Даже дрова для камина он распиливал собственноручно. Все это порой напоминало рекламный снимок для его предвыборной кампании: Серж Ломан, кандидат от народа, с тележкой, пилой и толстыми бревнами, простой человек, как все, с той лишь разницей, что очень немногие простые люди могут позволить себе загородный дом во Франции. Наверное, именно поэтому он не приглашал телевизионщиков в свое «поместье», как он сам его называл. «Это мое личное укрытие, — говорил он. — Для меня и моей семьи. Нам тут ни до кого».
Когда он не таскал черепицу и не колол дрова, он собирал смородину или ежевику. Бабетта варила из них варенье: в повязанном на голову крестьянском платке она дни напролет разливала горячую приторную субстанцию по сотням стеклянных банок. Клэр ничего не оставалось, как предложить свою помощь, так же как и я чувствовал себя обязанным ассистировать Сержу с его черепицей. «Помощь нужна?» — спросил я после седьмой тележки. «Не откажусь», — ответил он.
«Когда нам можно будет отсюда уехать?» — спросила Клэр вечером, лежа в постели; мы наконец были одни и, несмотря на жару, могли прижаться друг другу. От ежевики ее пальцы окрасились в синий цвет, синие пятна более темного оттенка виднелись и на волосах, и на щеках. «Завтра, — сказал я. — Нет, послезавтра».

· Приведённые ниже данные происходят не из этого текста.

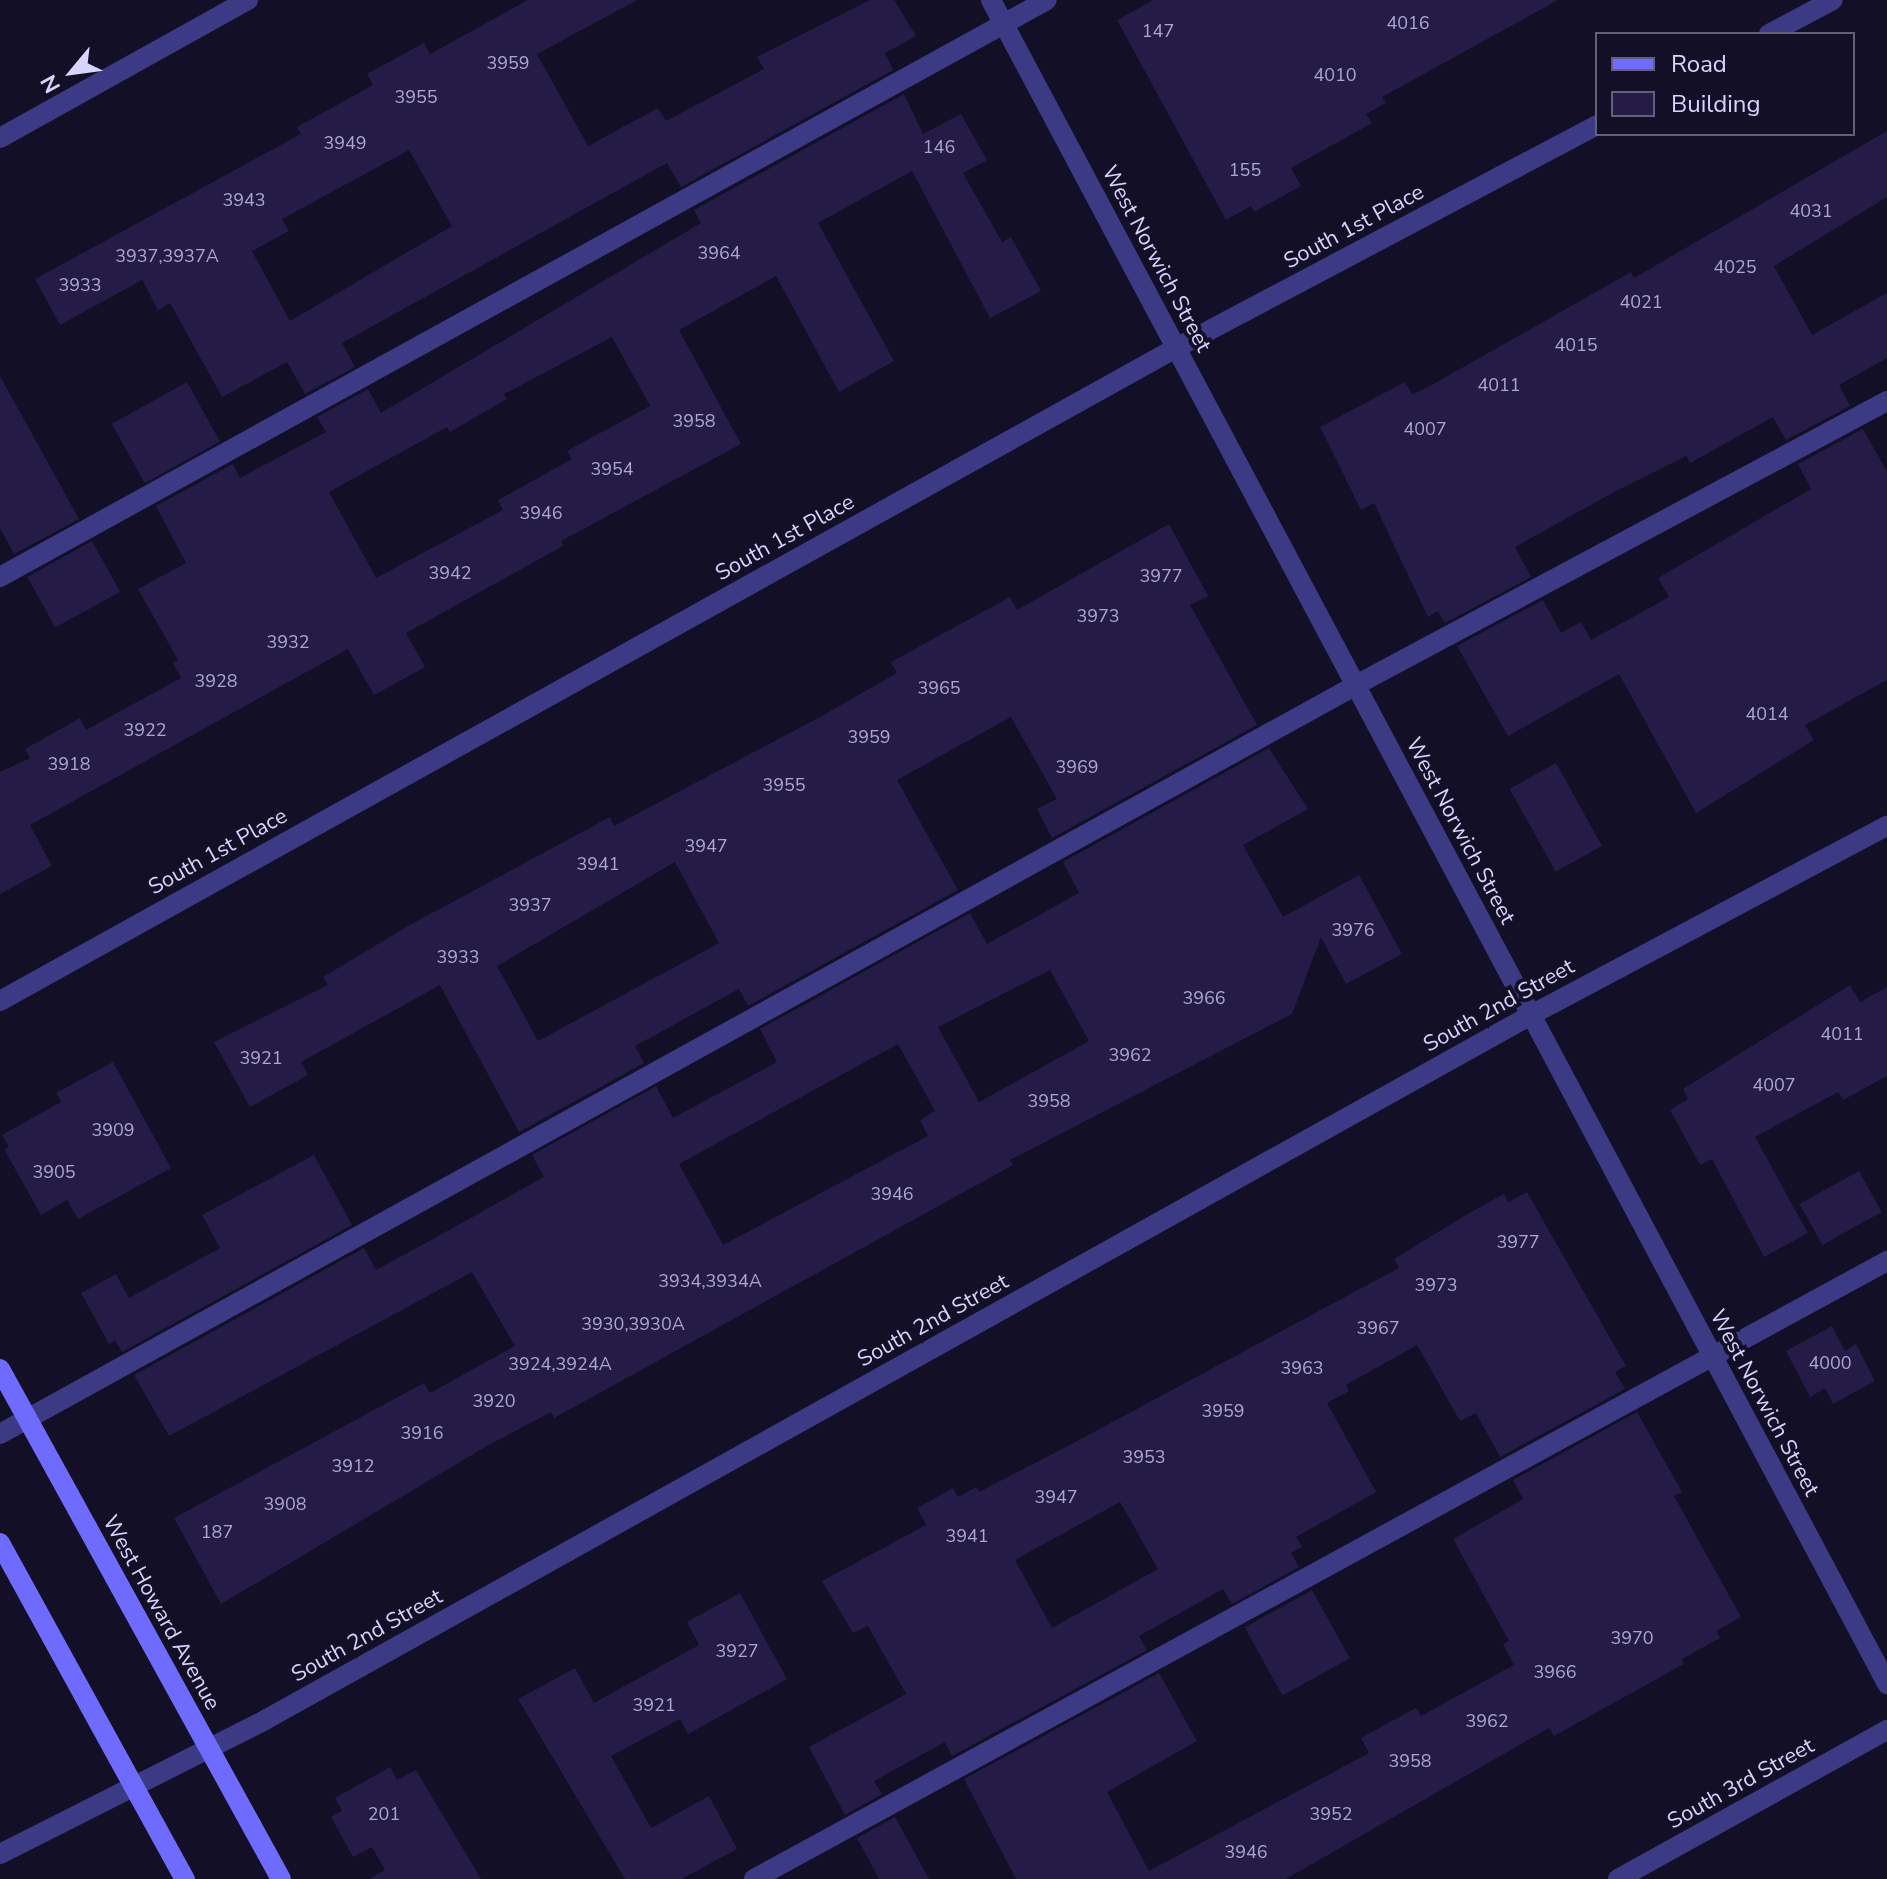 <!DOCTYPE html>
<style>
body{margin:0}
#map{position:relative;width:1887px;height:1879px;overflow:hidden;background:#130f26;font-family:"Nunito Sans",sans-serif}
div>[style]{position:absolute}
.building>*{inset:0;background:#241b47;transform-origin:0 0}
.lane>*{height:20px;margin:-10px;padding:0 10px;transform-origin:10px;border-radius:10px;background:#3d3a85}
.street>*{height:20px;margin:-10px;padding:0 10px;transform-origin:10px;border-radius:10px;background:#3d3a85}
.secondary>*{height:20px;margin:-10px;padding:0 10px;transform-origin:10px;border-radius:10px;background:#6f6bff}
span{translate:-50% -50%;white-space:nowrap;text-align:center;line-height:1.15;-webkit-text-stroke:8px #130f26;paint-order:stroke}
.number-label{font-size:18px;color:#aca6d1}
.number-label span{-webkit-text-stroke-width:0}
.street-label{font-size:22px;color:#d9d4ff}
.legend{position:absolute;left:1595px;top:32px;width:260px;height:104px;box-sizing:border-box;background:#130f26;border:2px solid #625e7d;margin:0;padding:10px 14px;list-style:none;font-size:24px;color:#d9d4ff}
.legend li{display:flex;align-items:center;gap:16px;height:40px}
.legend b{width:40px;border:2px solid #625e7d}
.north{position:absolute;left:32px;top:32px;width:80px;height:80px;-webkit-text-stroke:6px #130f26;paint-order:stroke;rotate:241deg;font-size:22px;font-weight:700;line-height:32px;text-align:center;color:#d9d4ff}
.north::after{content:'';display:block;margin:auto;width:28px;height:36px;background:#d9d4ff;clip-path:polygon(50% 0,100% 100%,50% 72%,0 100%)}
</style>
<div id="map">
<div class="building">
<i style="clip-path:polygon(evenodd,528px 0,637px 0,537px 54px,588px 146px,658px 108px,666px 121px,764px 69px,757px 57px,870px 0,894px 0,916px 36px,885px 53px,893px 70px,681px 187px,667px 163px,342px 343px,355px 367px,305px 394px,287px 362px,222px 397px,170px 303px,158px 310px,142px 280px,60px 325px,35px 279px,301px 134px,297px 127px,373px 85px,367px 74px,424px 43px,430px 54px,528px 0,409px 150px,452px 226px,290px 321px,252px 251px,289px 231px,282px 219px,409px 150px)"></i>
<i style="clip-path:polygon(1154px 0,1558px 0,1382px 97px,1386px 103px,1366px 114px,1372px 123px,1291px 168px,1301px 186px,1254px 212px,1251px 206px,1226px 220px,1117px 20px)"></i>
<i style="clip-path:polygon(evenodd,904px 94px,923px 134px,961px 114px,987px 160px,963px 173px,1002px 242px,1011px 237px,1041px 291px,990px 318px,912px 171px,818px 223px,894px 361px,839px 392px,776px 276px,679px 330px,741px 444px,561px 541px,563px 546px,406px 633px,425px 667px,374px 695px,348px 649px,30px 825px,52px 866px,0 894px,0 772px,30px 758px,25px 749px,80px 718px,86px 730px,181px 678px,173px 663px,178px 660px,138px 589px,186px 563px,156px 506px,233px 464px,240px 478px,326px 432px,317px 417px,368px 389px,381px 413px,701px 223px,694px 210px,904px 94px,612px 337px,650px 406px,567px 451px,572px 459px,498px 500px,503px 510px,376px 578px,329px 492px,447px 427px,450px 432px,507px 399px,504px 394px,612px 337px)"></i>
<i style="clip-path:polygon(1887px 131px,1887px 197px,1774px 266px,1812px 335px,1887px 293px,1887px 358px,1839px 385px,1850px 406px,1786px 440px,1773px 417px,1690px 463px,1686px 456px,1616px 491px,1515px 547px,1531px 577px,1445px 623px,1438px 611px,1428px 617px,1374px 503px,1361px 510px,1320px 427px,1405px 382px,1412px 394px,1430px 386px,1631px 272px,1634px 278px)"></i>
<i style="clip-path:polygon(0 376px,79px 519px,14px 554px,0 528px)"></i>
<i style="left:187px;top:382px;width:68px;height:86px;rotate:61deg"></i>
<i style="clip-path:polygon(1863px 429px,1887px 472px,1887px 680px,1805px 725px,1814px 740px,1696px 813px,1619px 674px,1508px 736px,1457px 646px,1543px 600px,1561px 633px,1581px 622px,1591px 640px,1669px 597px,1658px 578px,1811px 489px,1798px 464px)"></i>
<i style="clip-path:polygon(evenodd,1169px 524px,1208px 596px,1190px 605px,1257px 725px,1052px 838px,1037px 809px,1057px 799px,1011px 717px,897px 780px,958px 890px,748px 1006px,739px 989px,635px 1046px,644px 1063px,519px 1132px,440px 985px,301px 1062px,308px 1075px,250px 1107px,214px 1042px,328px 985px,323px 977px,408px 926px,610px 817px,614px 826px,820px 717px,897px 673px,891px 662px,1010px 597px,1017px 610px,1169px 524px,675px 862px,719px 943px,538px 1041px,497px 966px,675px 862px)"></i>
<i style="left:92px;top:541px;width:58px;height:74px;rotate:61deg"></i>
<i style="clip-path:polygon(evenodd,1269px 748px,1308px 809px,1243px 845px,1283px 917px,1359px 875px,1402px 954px,1346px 984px,1321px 937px,1292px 1014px,1010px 1160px,1013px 1165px,554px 1418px,551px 1412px,487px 1446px,221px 1604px,174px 1518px,424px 1383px,430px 1393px,515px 1346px,472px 1272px,169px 1436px,134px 1375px,364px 1248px,376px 1270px,433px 1239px,544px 1177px,532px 1155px,656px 1086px,673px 1118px,777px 1062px,760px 1029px,970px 913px,987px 944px,1079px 893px,1063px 862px,1269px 748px,1050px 970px,1089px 1041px,979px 1102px,938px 1027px,1050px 970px,1269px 748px,898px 1044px,935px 1111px,920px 1120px,928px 1136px,723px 1245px,679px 1164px,898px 1044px)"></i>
<i style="left:1556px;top:763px;width:95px;height:53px;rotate:61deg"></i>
<i style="clip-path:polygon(1850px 985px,1860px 1002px,1887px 987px,1887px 1076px,1843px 1100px,1838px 1092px,1755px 1137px,1808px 1233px,1764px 1257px,1712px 1159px,1700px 1165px,1670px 1110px,1688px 1099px,1683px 1089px)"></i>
<i style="clip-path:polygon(113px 1062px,171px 1168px,78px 1219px,67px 1200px,41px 1215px,4px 1149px,9px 1147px,2px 1135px,61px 1102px,56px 1093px)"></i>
<i style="clip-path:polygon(314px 1155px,352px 1225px,122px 1352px,115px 1340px,109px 1344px,81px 1293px,116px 1274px,129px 1298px,220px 1248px,202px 1215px)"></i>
<i style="left:1859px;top:1171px;width:47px;height:68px;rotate:61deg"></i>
<i style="clip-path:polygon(evenodd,1527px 1192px,1626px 1366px,1615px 1372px,1625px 1389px,1500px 1457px,1476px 1413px,1460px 1421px,1417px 1345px,1346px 1385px,1349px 1391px,1327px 1403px,1376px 1492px,1296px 1537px,1302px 1547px,1291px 1553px,1299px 1567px,1232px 1604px,1223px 1589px,1139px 1636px,1147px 1650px,952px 1756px,945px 1742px,874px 1781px,882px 1794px,845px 1815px,809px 1747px,906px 1694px,868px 1626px,853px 1633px,822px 1581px,926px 1525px,917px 1508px,953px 1488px,958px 1497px,976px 1487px,979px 1492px,1066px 1447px,1399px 1268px,1394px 1259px,1466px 1215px,1504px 1194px,1508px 1202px,1527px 1192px,1120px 1502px,1158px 1569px,1052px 1628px,1015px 1560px,1120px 1502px)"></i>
<i style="clip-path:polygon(1832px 1326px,1845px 1351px,1856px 1344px,1875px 1381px,1833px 1404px,1825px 1388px,1810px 1397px,1786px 1351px)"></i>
<i style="clip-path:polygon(1637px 1412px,1682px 1492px,1674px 1496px,1741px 1617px,1716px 1631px,1720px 1638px,1682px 1659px,1684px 1664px,1554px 1736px,1549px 1728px,1286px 1879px,1016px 1879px,964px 1779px,1159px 1673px,1197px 1741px,1107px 1792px,1149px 1871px,1369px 1753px,1361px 1738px,1416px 1708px,1421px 1716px,1514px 1665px,1503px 1644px,1509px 1641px,1453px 1539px,1523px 1499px,1513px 1480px)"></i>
<i style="left:1312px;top:1590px;width:78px;height:77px;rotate:61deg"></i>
<i style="clip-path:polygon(740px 1593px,787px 1679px,688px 1734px,680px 1719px,611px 1756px,651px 1828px,709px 1796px,737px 1849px,682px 1879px,625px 1879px,518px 1699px,575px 1668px,594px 1703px,699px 1645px,687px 1622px)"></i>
<i style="clip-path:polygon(390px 1767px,397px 1780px,416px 1770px,481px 1879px,369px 1879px,385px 1870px,372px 1847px,353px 1857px,331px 1817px,342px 1811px,335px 1798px)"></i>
<i style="clip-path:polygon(895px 1817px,929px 1879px,879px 1879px,857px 1838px)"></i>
</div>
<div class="lane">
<i style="left:0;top:577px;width:1195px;rotate:-28.86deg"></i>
<i style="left:0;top:1434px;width:1549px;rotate:-28.91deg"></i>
<i style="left:1356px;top:685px;width:602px;rotate:-28.14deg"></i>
<i style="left:754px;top:1879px;width:1291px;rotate:-28.61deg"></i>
</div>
<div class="street">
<i style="left:991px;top:0;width:1908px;rotate:61.98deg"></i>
<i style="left:1769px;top:34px;width:72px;rotate:-28deg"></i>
<i style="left:0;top:138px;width:284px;rotate:-29.1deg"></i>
<i style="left:0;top:1001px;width:1345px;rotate:-29.04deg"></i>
<i style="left:1176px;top:348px;width:476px;rotate:-27.9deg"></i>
<i style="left:0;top:1854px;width:297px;rotate:-26.8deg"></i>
<i style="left:265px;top:1720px;width:1449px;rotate:-29.11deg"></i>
<i style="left:1531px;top:1015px;width:403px;rotate:-28deg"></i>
<i style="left:1618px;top:1879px;width:308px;rotate:-29deg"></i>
</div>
<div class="secondary">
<i style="left:0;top:1369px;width:582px;rotate:61.15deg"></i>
<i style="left:0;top:1543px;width:384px;rotate:61.2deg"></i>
</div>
<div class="number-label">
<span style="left:1408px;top:23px">4016</span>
<span style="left:1158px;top:31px">147</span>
<span style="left:508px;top:63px">3959</span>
<span style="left:1335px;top:75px">4010</span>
<span style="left:416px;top:97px">3955</span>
<span style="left:345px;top:143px">3949</span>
<span style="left:939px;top:147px">146</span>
<span style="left:1245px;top:170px">155</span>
<span style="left:244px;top:200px">3943</span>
<span style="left:1811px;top:211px">4031</span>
<span style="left:719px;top:253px">3964</span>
<span style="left:167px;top:256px">3937,3937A</span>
<span style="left:1735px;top:267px">4025</span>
<span style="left:80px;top:285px">3933</span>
<span style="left:1641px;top:302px">4021</span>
<span style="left:1576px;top:345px">4015</span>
<span style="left:1499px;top:385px">4011</span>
<span style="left:694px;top:421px">3958</span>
<span style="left:1425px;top:429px">4007</span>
<span style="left:612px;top:469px">3954</span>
<span style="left:541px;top:513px">3946</span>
<span style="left:450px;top:573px">3942</span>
<span style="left:1161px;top:576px">3977</span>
<span style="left:1098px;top:616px">3973</span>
<span style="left:288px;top:642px">3932</span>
<span style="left:216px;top:681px">3928</span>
<span style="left:939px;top:688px">3965</span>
<span style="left:1767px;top:714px">4014</span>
<span style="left:145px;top:730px">3922</span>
<span style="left:869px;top:737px">3959</span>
<span style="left:69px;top:764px">3918</span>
<span style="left:1077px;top:767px">3969</span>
<span style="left:784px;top:785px">3955</span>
<span style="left:706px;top:846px">3947</span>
<span style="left:598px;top:864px">3941</span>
<span style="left:530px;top:905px">3937</span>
<span style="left:1353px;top:930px">3976</span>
<span style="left:458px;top:957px">3933</span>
<span style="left:1204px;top:998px">3966</span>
<span style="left:1842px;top:1034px">4011</span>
<span style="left:1130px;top:1055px">3962</span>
<span style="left:261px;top:1058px">3921</span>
<span style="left:1774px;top:1085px">4007</span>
<span style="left:1049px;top:1101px">3958</span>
<span style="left:113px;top:1130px">3909</span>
<span style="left:54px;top:1172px">3905</span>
<span style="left:892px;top:1194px">3946</span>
<span style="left:1518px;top:1242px">3977</span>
<span style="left:710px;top:1281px">3934,3934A</span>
<span style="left:1436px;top:1285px">3973</span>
<span style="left:633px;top:1324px">3930,3930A</span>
<span style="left:1378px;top:1328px">3967</span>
<span style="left:1830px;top:1363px">4000</span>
<span style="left:560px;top:1364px">3924,3924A</span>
<span style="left:1302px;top:1368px">3963</span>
<span style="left:494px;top:1401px">3920</span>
<span style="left:1223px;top:1411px">3959</span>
<span style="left:422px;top:1433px">3916</span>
<span style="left:1144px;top:1457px">3953</span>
<span style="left:353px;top:1466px">3912</span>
<span style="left:1056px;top:1497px">3947</span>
<span style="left:285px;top:1504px">3908</span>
<span style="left:217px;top:1532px">187</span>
<span style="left:967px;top:1536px">3941</span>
<span style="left:1632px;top:1638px">3970</span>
<span style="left:737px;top:1651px">3927</span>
<span style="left:1555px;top:1672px">3966</span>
<span style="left:654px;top:1705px">3921</span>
<span style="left:1487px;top:1721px">3962</span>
<span style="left:1410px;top:1761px">3958</span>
<span style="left:384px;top:1814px">201</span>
<span style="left:1331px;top:1814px">3952</span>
<span style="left:1246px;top:1852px">3946</span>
</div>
<div class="street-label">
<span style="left:1354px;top:227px;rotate:-28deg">South 1st Place</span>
<span style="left:1156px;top:259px;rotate:62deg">West Norwich Street</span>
<span style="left:785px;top:538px;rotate:-29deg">South 1st Place</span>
<span style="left:1460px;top:831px;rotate:62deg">West Norwich Street</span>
<span style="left:218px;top:852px;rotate:-29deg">South 1st Place</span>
<span style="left:1499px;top:1006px;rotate:-29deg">South 2nd Street</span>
<span style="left:933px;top:1321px;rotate:-29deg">South 2nd Street</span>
<span style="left:1764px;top:1403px;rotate:62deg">West Norwich Street</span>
<span style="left:161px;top:1613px;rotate:61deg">West Howard Avenue</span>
<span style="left:367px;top:1636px;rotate:-29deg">South 2nd Street</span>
<span style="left:1741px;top:1784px;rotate:-29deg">South 3rd Street</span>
</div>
<ul class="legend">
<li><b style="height:10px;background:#6f6bff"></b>Road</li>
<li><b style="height:22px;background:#241b47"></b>Building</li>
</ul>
<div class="north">N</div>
</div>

В прощальный вечер Серж и Бабетта пригласили друзей и знакомых на ужин в саду. Среди них не было ни одного француза — исключительно голландцы, обладатели загородных домов по соседству. «Не волнуйтесь, — сказал Серж. — Соберется тесная компания, наиприятнейшие люди».
Вечером у Сержа в саду стояли, не считая нас, семнадцать голландцев, вооруженных бокалами и тарелками. Престарелая актриса («без работы и без мужа», как просветила меня на следующее утро Клэр), худой как щепка хореограф на пенсии, пивший только минеральную воду «Виттель» из принесенных с собой пол-литровых бутылочек, и гомосексуальная пара писателей, беспрестанно придирающихся друг к другу по любой ерунде.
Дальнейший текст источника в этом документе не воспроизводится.